[Stored records]
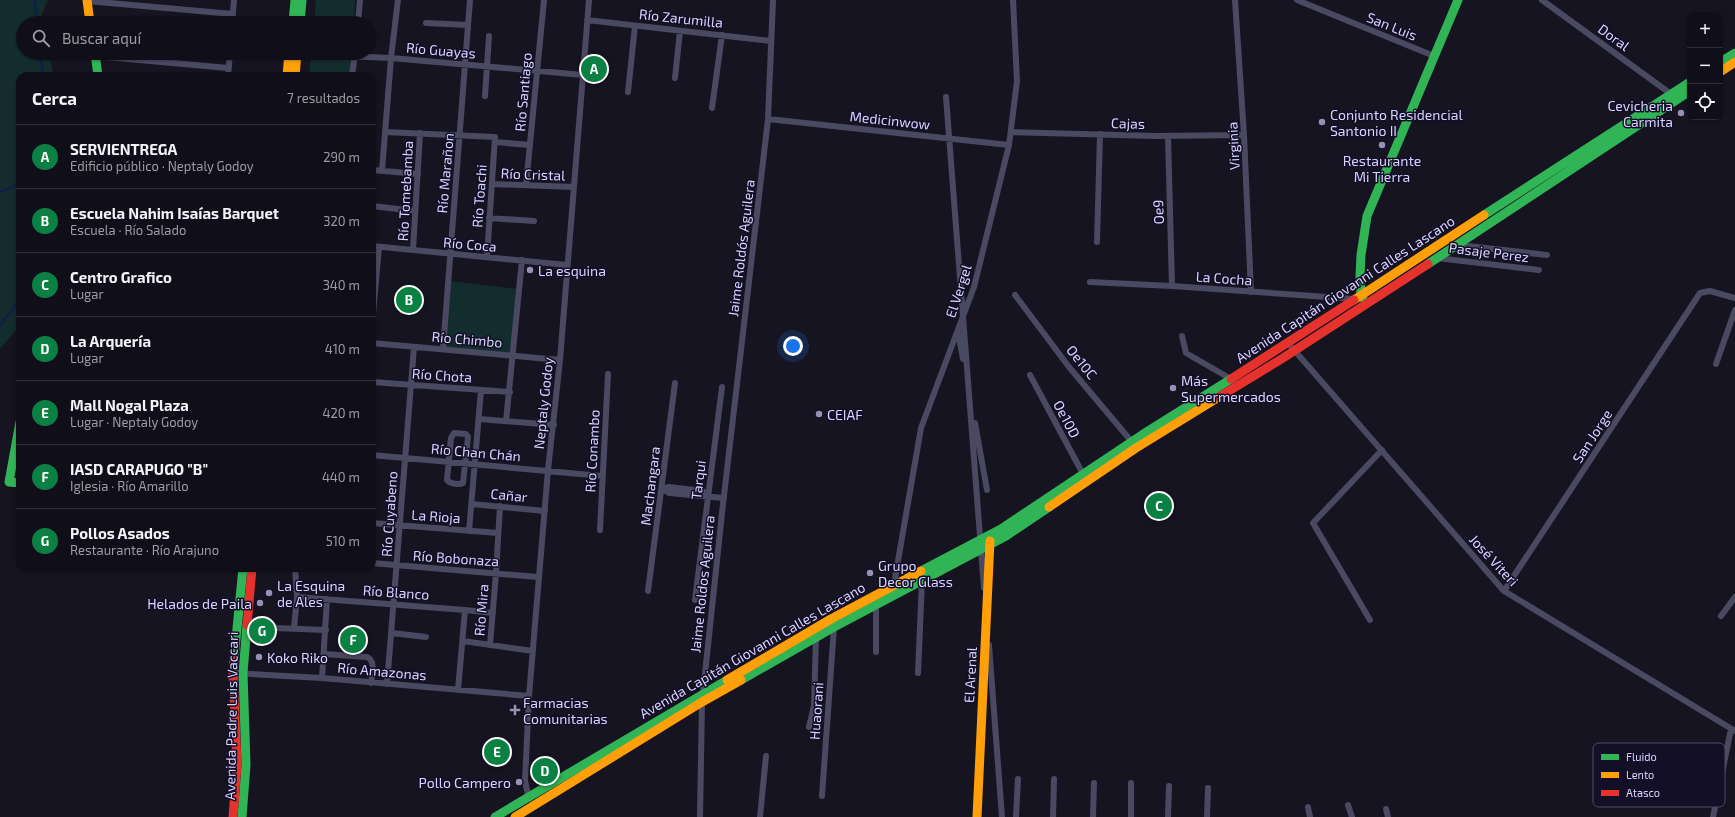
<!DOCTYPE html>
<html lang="es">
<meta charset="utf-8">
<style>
body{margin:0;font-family:"Exo 2",sans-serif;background:#191822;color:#f1f3f6}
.controls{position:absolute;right:12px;top:12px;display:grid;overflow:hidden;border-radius:8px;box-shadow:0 1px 3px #0004}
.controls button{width:36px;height:36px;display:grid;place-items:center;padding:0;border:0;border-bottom:1px solid #302f38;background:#100f19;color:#f1f3f6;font:20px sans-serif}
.you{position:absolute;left:793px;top:346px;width:14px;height:14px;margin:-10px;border:3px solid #fff;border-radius:50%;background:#1a73e8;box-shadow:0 0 0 6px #1a73e833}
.badge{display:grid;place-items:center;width:26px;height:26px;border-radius:50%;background:#0b8043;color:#fff;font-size:13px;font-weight:700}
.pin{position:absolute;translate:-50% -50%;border:2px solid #fff;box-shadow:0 1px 4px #0006}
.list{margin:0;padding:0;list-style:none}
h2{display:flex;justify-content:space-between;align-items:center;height:52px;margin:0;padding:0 16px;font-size:17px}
h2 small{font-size:13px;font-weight:400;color:#9c9ca2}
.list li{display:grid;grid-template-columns:26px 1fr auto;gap:12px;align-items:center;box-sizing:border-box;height:64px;padding:0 16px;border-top:1px solid #302f38}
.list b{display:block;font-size:15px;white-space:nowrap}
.list p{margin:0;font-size:13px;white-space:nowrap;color:#9c9ca2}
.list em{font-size:13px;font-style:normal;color:#9c9ca2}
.icon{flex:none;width:22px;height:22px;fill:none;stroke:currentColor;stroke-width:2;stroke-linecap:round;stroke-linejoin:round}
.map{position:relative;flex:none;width:1735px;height:817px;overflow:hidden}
.search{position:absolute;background:#100f19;box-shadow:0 1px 3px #0004;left:16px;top:16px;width:360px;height:44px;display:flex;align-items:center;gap:10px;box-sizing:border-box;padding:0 14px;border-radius:22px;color:#9c9ca2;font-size:15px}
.panel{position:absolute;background:#100f19;box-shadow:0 1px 3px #0004;left:16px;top:72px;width:360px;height:500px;border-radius:12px}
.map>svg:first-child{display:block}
.green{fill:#132c2d}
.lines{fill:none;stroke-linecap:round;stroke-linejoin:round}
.stream{stroke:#0d2144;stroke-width:2.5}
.street{stroke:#4a4962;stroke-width:6}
.fast{stroke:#30b455;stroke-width:9}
.slow{stroke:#ff9f0a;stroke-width:9}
.jam{stroke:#e5322d;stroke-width:9}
.poi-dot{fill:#9591b1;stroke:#130f26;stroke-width:1.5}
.labels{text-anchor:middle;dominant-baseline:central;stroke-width:3;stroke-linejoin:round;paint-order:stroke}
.street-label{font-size:14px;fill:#d9d4ff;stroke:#130f26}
.poi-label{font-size:14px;fill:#d9d4ff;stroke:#130f26;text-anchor:start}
.key{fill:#130f26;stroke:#4e4a67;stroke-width:1}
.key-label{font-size:11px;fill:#d9d4ff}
</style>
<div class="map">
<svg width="1735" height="817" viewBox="0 0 1735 817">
<rect width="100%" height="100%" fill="#161421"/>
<path class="green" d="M 0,0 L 48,0 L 38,23 L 23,23 L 23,53 L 45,53 L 51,61 L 53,76 L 20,76 L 19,326 L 0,349 Z
M 316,0 L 355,0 L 354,23 L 314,23 Z
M 311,53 L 352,53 L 351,76 L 309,76 Z
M 449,281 L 519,289 L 513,353 L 446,348 Z"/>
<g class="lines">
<path class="stream" d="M 35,0 L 37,23
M 40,53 L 43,76
M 0,192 L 20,184
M 0,326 L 18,301 L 19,260 L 20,257"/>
<path class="street" d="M 1235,0 L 1244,135 L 1251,292
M 1297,0 L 1434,56
M 1542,0 L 1671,94
M 87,1 L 233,14
M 587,20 L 771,41
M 232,23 L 234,0
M 358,23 L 360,0
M 426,23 L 468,25
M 297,54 L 391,58 L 583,75
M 95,56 L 228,68
M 228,76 L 230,53
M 352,76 L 355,54
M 675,78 L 680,31
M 628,92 L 635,26
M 485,96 L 489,36
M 946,97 L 984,588
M 712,108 L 722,35
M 768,119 L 1009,145
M 385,132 L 495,137 L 487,257
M 1011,132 L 1155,136 L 1244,135
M 1168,136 L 1172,286
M 495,142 L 530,145
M 372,170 L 418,174
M 382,171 L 391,58 L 398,0
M 492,184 L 574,187
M 526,185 L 544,0
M 372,206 L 415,211
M 489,218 L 534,221
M 1097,242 L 1100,134
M 1459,245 L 1547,255
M 372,246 L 567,265
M 413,250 L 420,133
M 1437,258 L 1539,270
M 1090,282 L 1172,286 L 1355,299
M 1015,295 L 1069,367 L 1132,442
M 372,326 L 379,247
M 958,332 L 963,359
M 1182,336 L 1186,353 L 1231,379
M 372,343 L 560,360
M 1288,343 L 1504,591 L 1735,731
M 443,349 L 470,0
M 1716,364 L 1735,310
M 1030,375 L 1083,474
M 372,382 L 510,392
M 479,419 L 554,425
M 506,421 L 522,260
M 975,423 L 987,490
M 454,433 L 466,434 L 468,437 L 463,483 C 459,485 450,484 447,480 L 451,438 Z
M 372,455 L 602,476
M 662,489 L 669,493 L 724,498
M 662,489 L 669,487 L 703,491 L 708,496
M 472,504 L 545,511
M 372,523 L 498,533
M 600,530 L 608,374
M 469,531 L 481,390
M 372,563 L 538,577
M 894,584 L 921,428 L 974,287 L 1009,145 L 1017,81 L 1013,0
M 648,591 L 675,383
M 1504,591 L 1700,293 L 1710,291 L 1735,298
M 297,597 L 465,610 L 493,613
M 695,600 L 722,387
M 1721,616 L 1735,597
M 1370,620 L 1313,523 L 1382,450
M 247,627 L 326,630
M 294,628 L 297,597 L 295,568
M 392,633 L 426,637
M 463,641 L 533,651
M 490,645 L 496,573 L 500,506
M 989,645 L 1002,817
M 876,652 L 876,604
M 324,654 L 367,657 C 376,661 372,674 371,683
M 233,673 L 322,678 L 529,696
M 918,673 L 922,580
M 322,678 L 327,599
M 387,684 L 414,347
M 458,690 L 465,610
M 809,727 L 814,706 L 816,637
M 822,796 L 834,627
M 529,799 L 525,781 L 529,696 L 548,470 L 560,360 L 589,0
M 1348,805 L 1352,817
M 1308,807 L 1310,817
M 1386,809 L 1388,817
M 700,817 L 702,702 L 723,504 L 768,119 L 773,0
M 760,817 L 766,756
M 1016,817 L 1018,779
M 1053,817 L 1054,779
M 1093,817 L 1094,783
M 1131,817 L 1131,783
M 1168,817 L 1169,786
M 1207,817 L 1208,788
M 1713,817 L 1731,729"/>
<path class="fast" d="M 293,23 L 295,0
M 300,23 L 302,0
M 95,53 L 98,76
M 1720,62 L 1735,53
M 1484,215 L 1690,82
M 1428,264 L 1690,91
M 1363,298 L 1361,295 L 1360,276 L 1361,255 L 1367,216 L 1458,0
M 20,422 L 9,482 L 20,483
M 921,571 L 1001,529 L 1148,431 L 1231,379
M 234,659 L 243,568
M 741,680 L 834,627 L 1006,536 L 1049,507
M 242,817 L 246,765 L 243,673 L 247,625
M 495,817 L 727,680"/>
<path class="slow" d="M 87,0 L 90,23
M 1720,72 L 1735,62
M 287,76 L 289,53
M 295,76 L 297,53
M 1354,300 L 1484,215
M 1049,507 L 1136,448 L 1219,397
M 727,680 L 831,619 L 921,571
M 515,817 L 702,702 L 741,680
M 977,817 L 990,541"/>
<path class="jam" d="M 1231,379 L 1354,300
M 1219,397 L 1283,358 L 1428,264
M 247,625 L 252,568
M 233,817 L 237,764 L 233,673 L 234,659"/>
</g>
<g class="poi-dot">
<circle cx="1681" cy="113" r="4"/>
<circle cx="1322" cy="122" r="4"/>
<circle cx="1382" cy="145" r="4"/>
<circle cx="530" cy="270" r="4"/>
<circle cx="1173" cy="388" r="4"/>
<circle cx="819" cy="414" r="4"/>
<circle cx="870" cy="573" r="4"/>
<circle cx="269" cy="593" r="4"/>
<circle cx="260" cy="603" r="4"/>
<circle cx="259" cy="657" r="4"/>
<path d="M513 704h4v4h4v4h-4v4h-4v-4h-4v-4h4z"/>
<circle cx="519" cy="782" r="4"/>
</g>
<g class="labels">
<g class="street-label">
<text transform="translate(681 18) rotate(6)">Río Zarumilla</text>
<text transform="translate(1392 26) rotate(22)">San Luis</text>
<text transform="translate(1614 37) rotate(36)">Doral</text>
<text transform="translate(441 50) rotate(5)">Río Guayas</text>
<text transform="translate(523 92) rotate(-85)">Río Santiago</text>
<text transform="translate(890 120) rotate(6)">Medicinwow</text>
<text transform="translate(1128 123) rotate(2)">Cajas</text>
<text transform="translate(1233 146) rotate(-93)">Virginia</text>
<text transform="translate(445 173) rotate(-85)">Río Marañon</text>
<text transform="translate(533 174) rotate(2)">Río Cristal</text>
<text transform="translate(405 191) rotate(-87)">Río Tomebamba</text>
<text transform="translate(479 196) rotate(-86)">Río Toachi</text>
<text transform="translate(1158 212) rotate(-92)">Oe9</text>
<text transform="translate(470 244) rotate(5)">Río Coca</text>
<text transform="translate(741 248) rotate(-83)">Jaime Roldós Aguilera</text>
<text transform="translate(1489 252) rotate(7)">Pasaje Perez</text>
<text transform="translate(1224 278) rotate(4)">La Cocha</text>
<text transform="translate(1345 289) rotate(-33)">Avenida Capitán Giovanni Calles Lascano</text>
<text transform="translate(958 291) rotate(-72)">El Vergel</text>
<text transform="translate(467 339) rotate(5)">Río Chimbo</text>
<text transform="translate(1082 362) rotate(51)">Oe10C</text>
<text transform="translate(442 375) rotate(4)">Río Chota</text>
<text transform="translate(543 403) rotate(-84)">Neptaly Godoy</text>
<text transform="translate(1067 419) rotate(62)">Oe10D</text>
<text transform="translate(1592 436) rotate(-57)">San Jorge</text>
<text transform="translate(592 451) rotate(-87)">Río Conambo</text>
<text transform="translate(476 452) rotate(5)">Río Chan Chán</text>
<text transform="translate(698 480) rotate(-83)">Tarqui</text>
<text transform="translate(650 486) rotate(-83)">Machangara</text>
<text transform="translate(509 495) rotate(6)">Cañar</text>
<text transform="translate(389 514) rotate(-86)">Río Cuyabeno</text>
<text transform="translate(436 516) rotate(4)">La Rioja</text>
<text transform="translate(456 558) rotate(4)">Río Bobonaza</text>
<text transform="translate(1494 560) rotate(47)">José Viteri</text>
<text transform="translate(702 584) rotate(-84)">Jaime Roldos Aguilera</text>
<text transform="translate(396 592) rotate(4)">Río Blanco</text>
<text transform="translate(481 610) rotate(-85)">Río Mira</text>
<text transform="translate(752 650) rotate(-30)">Avenida Capitán Giovanni Calles Lascano</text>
<text transform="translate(382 671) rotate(5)">Río Amazonas</text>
<text transform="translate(970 675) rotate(-87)">El Arenal</text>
<text transform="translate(816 711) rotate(-86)">Huaorani</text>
<text transform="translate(231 716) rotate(-89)">Avenida Padre Luis Vaccari</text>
</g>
<g class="poi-label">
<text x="1673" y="105" text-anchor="end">Cevicheria<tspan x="1673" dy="16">Carmita</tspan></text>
<text x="1330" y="114">Conjunto Residencial<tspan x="1330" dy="16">Santonio II</tspan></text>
<text x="1382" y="160" text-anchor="middle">Restaurante<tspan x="1382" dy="16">Mi Tierra</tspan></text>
<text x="538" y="270">La esquina</text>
<text x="1181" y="380">Más<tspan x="1181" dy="16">Supermercados</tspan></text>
<text x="827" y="414">CEIAF</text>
<text x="878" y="565">Grupo<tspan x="878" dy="16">Decor Glass</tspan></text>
<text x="277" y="585">La Esquina<tspan x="277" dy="16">de Ales</tspan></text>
<text x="252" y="603" text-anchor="end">Helados de Paila</text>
<text x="267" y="657">Koko Riko</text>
<text x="523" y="702">Farmacias<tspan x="523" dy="16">Comunitarias</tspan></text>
<text x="511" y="782" text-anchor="end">Pollo Campero</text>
</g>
</g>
<rect x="1593" y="743" width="132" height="64" rx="6" class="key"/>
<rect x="1601" y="754" width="18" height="6" fill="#30b455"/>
<rect x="1601" y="772" width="18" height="6" fill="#ff9f0a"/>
<rect x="1601" y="790" width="18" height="6" fill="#e5322d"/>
<g class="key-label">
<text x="1626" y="761">Fluido</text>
<text x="1626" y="779">Lento</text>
<text x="1626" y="797">Atasco</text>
</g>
</svg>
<div class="controls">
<button>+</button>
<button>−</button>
<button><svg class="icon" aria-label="locate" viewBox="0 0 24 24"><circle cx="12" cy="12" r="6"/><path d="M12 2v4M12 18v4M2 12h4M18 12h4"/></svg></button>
</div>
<div class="you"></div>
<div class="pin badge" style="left:594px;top:69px">A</div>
<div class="pin badge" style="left:409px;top:300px">B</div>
<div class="pin badge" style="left:1159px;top:506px">C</div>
<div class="pin badge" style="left:545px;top:771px">D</div>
<div class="pin badge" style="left:497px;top:752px">E</div>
<div class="pin badge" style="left:353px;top:640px">F</div>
<div class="pin badge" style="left:262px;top:631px">G</div>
<div class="search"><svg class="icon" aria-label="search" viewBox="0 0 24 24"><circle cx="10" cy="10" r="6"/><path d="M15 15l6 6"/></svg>Buscar aquí</div>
<section class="panel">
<h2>Cerca<small>7 resultados</small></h2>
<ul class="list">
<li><span class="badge">A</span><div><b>SERVIENTREGA</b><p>Edificio público · Neptaly Godoy</p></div><em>290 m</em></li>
<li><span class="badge">B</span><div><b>Escuela Nahim Isaías Barquet</b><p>Escuela · Río Salado</p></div><em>320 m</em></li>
<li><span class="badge">C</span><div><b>Centro Grafico</b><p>Lugar</p></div><em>340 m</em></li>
<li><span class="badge">D</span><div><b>La Arquería</b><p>Lugar</p></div><em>410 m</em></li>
<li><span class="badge">E</span><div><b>Mall Nogal Plaza</b><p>Lugar · Neptaly Godoy</p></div><em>420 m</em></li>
<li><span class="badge">F</span><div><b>IASD CARAPUGO &quot;B&quot;</b><p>Iglesia · Río Amarillo</p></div><em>440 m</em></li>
<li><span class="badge">G</span><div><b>Pollos Asados</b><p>Restaurante · Río Arajuno</p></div><em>510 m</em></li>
</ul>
</section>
</div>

### Task description
Look through the entries above, find each line containing "linecap", and copy it.

### Solution to the exercise
.icon{flex:none;width:22px;height:22px;fill:none;stroke:currentColor;stroke-width:2;stroke-linecap:round;stroke-linejoin:round}
.lines{fill:none;stroke-linecap:round;stroke-linejoin:round}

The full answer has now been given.